Although speech planning in the brain (neurophonetics) lies outside the traditional tripartite speech chain, the neurological aspects of both speech production and perception can be studied through the use of brain imaging techniques. Speech articulation proper is deemed here to begin with the movement of muscles required to produce aerodynamic changes resulting in the flow of an airstream (see Laver, 1994; Ball and Rahilly, 1999). Of course, muscle movements also occur throughout articulation. This area has been investigated using electromyography (EMG). In EMG, electrodes of different types (surface, needle, and hooked wire) are used to gather data on electrical activity within target muscles, and these data are matched with a simultaneously recorded speech signal (Stone, 1996; Gentil and Moore, 1997). In this way the timing of muscle activity in relation to different aspects of speech can be investigated. This technique has been used to examine both normal and disordered speech. Areas studied include the respiratory and laryngeal muscles, muscle groups in the lips, tongue, and soft palate, and various disorders, including disorders of voice and fluency, and certain acquired neurological problems. Figure 1 shows EMG traces from a patient with Friedreich's ataxia.
Figure 1..
Averaged integrated EMG signals for the mentalis muscle (MENT), orbicularis oris inferior (OOI), orbicularis oris superior (OOS), anterior belly of the digastric (ABD), and the depressor labii inferior (DLI) for a patient with Friedreich's ataxia uttering /epapap/. (Courtesy of Michèle Gentil.)

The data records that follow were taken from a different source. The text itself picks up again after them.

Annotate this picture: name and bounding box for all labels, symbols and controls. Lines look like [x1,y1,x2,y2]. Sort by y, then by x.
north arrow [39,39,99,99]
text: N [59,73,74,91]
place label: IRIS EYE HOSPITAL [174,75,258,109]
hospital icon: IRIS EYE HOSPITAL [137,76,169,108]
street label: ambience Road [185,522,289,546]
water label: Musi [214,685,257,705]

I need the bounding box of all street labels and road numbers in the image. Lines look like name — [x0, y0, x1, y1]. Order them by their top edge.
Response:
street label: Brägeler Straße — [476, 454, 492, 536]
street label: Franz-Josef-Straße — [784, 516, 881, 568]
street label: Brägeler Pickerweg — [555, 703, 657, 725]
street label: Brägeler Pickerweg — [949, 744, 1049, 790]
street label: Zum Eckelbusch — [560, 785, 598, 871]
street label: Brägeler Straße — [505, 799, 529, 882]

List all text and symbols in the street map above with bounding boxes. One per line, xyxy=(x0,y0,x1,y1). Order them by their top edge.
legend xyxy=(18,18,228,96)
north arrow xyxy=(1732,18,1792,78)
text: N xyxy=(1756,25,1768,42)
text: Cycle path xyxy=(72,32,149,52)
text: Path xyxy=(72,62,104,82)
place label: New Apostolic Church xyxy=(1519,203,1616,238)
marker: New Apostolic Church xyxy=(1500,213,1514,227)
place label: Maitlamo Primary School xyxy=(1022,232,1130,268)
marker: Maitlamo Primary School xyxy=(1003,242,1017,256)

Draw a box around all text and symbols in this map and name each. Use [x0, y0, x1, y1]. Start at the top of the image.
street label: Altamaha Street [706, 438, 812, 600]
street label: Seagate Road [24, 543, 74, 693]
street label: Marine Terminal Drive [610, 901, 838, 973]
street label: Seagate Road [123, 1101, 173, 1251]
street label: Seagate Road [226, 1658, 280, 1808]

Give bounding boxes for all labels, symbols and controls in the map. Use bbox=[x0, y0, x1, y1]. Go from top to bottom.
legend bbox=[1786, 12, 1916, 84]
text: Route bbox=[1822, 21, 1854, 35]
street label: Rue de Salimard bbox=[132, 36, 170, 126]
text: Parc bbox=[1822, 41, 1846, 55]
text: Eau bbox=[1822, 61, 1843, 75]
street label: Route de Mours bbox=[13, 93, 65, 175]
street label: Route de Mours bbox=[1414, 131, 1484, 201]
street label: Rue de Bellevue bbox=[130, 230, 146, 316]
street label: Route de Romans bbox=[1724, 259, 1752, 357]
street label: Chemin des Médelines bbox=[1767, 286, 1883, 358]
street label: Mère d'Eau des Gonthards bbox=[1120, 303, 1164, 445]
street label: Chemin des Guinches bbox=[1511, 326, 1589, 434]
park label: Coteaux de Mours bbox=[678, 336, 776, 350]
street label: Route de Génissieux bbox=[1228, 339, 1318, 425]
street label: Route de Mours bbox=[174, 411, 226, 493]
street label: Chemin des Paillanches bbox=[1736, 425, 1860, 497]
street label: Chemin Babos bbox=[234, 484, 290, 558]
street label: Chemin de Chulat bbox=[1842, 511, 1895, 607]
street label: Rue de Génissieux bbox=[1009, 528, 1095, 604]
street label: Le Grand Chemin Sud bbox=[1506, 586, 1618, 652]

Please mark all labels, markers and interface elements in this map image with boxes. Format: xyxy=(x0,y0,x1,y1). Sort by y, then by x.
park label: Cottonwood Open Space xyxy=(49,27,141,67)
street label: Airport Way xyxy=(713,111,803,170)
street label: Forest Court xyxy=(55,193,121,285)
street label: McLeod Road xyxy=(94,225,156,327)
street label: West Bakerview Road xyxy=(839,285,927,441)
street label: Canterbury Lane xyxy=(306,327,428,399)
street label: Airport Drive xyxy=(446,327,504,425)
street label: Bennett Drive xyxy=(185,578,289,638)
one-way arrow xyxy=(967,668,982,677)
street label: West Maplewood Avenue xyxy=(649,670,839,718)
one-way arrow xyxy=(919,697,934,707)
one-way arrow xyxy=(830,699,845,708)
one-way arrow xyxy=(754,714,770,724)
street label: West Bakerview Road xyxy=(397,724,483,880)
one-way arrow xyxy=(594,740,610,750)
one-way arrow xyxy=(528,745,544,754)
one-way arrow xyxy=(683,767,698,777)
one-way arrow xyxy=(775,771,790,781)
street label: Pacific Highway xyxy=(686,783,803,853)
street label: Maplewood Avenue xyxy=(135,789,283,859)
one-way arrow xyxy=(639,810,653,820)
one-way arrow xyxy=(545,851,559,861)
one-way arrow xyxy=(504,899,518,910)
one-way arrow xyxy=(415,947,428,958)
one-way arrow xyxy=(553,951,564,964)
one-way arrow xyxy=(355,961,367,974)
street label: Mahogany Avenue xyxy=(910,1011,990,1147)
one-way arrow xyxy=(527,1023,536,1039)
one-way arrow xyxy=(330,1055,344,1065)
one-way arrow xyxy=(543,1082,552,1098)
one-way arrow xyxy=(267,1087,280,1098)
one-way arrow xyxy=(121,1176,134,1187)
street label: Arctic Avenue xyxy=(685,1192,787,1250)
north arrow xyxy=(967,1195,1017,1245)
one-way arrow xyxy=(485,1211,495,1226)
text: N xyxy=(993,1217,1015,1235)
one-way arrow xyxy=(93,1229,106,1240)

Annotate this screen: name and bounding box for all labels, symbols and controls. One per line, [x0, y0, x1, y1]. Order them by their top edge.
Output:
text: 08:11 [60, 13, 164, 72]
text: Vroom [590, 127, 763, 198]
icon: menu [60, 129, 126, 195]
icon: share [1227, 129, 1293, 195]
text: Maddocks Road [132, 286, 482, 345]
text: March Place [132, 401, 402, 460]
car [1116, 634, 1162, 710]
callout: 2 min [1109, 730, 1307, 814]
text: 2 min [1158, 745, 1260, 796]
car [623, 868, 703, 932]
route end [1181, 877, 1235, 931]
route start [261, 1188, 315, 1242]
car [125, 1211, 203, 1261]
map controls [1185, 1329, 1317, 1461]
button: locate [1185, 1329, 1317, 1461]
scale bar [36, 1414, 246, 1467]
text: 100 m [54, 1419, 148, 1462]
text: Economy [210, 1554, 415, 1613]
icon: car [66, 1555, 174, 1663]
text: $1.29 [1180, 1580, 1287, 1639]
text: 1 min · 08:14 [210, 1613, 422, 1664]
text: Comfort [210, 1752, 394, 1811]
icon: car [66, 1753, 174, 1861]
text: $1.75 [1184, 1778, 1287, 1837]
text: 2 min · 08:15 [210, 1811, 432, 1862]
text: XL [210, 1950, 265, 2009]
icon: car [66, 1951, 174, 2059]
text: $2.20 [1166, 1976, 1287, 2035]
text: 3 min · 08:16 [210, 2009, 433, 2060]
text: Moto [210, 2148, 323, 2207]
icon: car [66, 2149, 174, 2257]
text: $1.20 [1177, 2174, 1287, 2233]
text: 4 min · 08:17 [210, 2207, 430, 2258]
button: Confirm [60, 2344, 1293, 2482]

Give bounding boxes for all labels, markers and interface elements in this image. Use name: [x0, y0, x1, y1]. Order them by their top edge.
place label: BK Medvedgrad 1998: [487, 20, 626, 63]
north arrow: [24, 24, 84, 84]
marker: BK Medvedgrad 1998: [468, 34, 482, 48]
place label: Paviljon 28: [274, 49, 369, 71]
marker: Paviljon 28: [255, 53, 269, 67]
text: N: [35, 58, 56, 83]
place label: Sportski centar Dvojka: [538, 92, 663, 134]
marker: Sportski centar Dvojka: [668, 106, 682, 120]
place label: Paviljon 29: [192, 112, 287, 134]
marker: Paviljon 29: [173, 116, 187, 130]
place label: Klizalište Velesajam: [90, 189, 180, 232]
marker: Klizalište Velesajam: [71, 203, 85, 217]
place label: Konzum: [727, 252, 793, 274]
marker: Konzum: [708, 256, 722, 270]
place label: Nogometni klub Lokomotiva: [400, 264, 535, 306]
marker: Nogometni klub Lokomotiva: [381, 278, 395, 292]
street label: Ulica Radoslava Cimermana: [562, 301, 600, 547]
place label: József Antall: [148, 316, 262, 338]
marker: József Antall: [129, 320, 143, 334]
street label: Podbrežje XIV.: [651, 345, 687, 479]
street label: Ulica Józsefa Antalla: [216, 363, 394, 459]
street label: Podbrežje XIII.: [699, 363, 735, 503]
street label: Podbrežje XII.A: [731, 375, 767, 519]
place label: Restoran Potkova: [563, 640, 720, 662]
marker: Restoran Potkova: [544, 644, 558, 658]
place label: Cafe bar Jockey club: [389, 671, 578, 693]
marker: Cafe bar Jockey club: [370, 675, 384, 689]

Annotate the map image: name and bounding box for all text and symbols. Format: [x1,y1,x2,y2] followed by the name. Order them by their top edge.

Aerodynamic activity in speech is studied through aerometry. A variety of devices have been used to measure speech aerodynamics (Zajac and Yates, 1997). Many systems have employed an airtight mask that is placed over the subject's face and attached to a pneumotachograph. The mask contains sensors to measure pressure changes and airflow at the nose and mouth, and generally also a microphone to record the speech signal, against which the airflow can be plotted. If the focus of attention is lung volume changes, then a plethysmograph may be employed. This is an airtight box that houses the subject, and any changes to the air pressure within the box (caused by changes in the subject's lung volume) are recorded. A simpler plethysmograph (the respitrace; see Stone, 1996) consists of a wire band placed around the subject's chest that measures changes in cross-sectional area during inhalation and exhalation.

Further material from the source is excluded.